Chapter 7 Creating your first script

A script can be broken down into a few layers which we are going to go through in detail, but here’s a general overview.

  1. Load/install required packages
  2. Load your data
  3. Perform data wrangling tasks
  4. Then what?
    1. create figures
    2. run statistics
    3. create tables
  5. Save outputs

Figures are saved in your /images directory, whereas the statistics and tables are saved in /data for future use. Each section is coded so that I can fold/unfold a given section. This allows me to only focus on the section of code that is important at that given point and time.

7.1 Headers

Before we get started you’ll see “Headers” throughout the script which are used to keep things organized. I use the following code within an .R file (not an .Rmd)

# Header 1 ----------
# ▐ Header 2 --------
# ▐ ▬ Header 3 --------

7.2 Part 1: Loading/installing packages needed

At the very top of my script I will load the packages I need to get things done. This will vary slightly depending on the script. For example some of my packages (e.g., lme4 or easystats) are only loaded when I run statistics. There’s a few example below, I suggest skipping to the section that applies to your situation.

# Load/Install required packages ---------------------
if (!require("pacman")) install.packages("pacman")
pacman::p_load(conflicted,readxl, ggplot2, esquisse, Rmisc, tidyverse, car, easystats, apastats, sjlabelled, rio) #p_load This function is a wrapper for library and require. It checks to see if a package is installed, if not it will install it.

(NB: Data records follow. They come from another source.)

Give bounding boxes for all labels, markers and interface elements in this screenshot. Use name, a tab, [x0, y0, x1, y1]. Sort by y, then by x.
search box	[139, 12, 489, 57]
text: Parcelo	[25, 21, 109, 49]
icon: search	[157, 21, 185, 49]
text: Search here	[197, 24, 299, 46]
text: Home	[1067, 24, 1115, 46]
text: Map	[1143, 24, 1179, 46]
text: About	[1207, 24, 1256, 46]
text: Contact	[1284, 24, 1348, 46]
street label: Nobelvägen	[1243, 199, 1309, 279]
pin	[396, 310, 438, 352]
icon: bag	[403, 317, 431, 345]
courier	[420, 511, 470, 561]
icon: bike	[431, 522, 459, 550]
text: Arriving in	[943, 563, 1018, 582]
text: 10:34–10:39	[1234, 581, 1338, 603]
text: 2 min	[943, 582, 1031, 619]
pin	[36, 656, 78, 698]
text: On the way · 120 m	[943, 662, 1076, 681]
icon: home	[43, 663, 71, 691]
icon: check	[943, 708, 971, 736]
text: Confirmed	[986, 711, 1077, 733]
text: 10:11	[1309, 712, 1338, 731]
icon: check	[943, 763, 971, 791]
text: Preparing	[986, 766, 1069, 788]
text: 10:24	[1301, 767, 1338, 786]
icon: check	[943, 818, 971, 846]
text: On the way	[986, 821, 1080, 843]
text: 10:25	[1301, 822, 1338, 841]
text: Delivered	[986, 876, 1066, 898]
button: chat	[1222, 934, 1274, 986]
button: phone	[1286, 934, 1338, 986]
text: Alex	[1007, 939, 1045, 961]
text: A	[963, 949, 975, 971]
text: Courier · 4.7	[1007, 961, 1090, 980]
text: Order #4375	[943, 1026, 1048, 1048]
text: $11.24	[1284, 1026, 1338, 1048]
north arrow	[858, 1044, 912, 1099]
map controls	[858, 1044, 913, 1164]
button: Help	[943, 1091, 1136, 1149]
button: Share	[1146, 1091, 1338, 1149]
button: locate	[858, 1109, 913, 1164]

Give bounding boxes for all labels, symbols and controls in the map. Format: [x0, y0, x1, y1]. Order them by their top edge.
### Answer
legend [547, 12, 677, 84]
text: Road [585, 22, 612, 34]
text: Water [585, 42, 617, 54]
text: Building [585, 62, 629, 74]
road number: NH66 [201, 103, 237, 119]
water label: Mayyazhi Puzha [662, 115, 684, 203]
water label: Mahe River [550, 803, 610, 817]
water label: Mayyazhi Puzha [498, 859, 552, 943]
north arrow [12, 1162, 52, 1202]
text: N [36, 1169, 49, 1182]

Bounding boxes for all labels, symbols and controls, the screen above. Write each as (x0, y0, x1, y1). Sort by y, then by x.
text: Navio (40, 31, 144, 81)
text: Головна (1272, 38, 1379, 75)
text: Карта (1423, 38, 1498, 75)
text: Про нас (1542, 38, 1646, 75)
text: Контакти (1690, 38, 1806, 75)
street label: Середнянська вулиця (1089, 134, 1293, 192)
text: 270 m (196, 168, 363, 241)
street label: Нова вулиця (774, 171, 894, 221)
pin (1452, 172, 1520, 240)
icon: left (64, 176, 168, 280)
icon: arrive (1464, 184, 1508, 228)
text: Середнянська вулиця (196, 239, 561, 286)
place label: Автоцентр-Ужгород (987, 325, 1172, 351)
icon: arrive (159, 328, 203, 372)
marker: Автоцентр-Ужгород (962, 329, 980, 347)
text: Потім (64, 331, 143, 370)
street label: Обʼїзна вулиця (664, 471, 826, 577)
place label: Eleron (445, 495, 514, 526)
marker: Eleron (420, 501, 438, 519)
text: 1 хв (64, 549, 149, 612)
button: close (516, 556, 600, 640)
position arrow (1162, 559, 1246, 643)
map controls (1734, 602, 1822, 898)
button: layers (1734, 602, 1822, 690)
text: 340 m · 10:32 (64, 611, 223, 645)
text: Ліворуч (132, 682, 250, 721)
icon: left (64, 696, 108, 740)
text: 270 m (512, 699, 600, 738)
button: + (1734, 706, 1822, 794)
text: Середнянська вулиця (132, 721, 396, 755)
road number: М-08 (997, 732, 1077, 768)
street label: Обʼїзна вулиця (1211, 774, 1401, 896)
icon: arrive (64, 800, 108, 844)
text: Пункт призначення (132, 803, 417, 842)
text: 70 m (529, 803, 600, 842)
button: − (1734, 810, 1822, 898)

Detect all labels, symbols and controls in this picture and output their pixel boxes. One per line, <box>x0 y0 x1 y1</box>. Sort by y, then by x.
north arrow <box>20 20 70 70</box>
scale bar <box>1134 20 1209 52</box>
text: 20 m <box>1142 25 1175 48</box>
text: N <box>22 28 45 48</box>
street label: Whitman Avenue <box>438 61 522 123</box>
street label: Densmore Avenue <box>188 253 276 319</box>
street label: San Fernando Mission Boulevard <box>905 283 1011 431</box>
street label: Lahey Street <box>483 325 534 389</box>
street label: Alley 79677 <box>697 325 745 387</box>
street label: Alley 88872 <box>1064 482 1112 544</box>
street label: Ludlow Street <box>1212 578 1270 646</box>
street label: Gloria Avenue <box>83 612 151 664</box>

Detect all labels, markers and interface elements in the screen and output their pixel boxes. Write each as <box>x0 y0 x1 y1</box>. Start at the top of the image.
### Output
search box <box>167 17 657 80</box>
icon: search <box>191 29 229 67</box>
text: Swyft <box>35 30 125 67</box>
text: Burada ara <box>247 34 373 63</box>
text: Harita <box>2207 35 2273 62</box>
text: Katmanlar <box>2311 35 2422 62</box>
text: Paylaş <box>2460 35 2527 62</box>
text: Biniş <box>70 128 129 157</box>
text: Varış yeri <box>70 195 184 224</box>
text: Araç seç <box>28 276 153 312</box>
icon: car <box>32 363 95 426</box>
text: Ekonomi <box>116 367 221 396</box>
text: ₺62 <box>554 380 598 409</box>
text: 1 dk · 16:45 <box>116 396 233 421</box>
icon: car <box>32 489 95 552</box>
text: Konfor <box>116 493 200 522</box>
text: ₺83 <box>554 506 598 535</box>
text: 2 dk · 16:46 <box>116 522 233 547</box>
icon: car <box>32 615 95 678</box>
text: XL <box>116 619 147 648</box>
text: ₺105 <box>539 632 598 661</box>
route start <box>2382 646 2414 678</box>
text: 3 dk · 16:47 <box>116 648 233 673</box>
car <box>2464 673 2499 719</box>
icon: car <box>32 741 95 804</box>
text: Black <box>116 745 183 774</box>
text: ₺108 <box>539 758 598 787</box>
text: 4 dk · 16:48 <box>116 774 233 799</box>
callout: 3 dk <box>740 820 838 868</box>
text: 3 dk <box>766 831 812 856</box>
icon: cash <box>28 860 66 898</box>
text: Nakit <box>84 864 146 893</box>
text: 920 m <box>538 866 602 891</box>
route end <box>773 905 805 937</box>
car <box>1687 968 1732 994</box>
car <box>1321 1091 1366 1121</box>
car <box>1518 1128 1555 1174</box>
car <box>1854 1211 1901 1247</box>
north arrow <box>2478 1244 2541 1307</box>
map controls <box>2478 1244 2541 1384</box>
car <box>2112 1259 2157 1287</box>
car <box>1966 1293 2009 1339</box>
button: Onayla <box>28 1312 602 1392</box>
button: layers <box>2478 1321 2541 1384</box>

#install_formats  #Run once to install rio wrappers

7.3 Part 2: Loading your data

You should have data that you are trying to manipulate. Below I show the most common examples. I generally always call my data df. This allows me to easily copy/paste code between projects. Its good practice to do this if you can. Therefore, as you advance with your R scripts you won’t need to spend precious time using Find/Replace.

I have recently switched my philosophy to use rio which greatly reduces the students requirements.

7.3.1 xlsx

# Load your dataset ---------------------
df <- read_excel("raw/CC_Body_FA.xlsx", sheet = "Sheet1" ) # import your dataset - uses 'readxl'
df <- import("raw/data.xlsx", which = "Sheet1") # Uses the `rio` package

7.3.2 csv

When I have particularly large files to write from MATLAB, I prefer to use *.csv files over *.xlsx because they write faster. If you are dealing with datasets that are larger than 1GB in size you should consider using data.table instead of data.frame.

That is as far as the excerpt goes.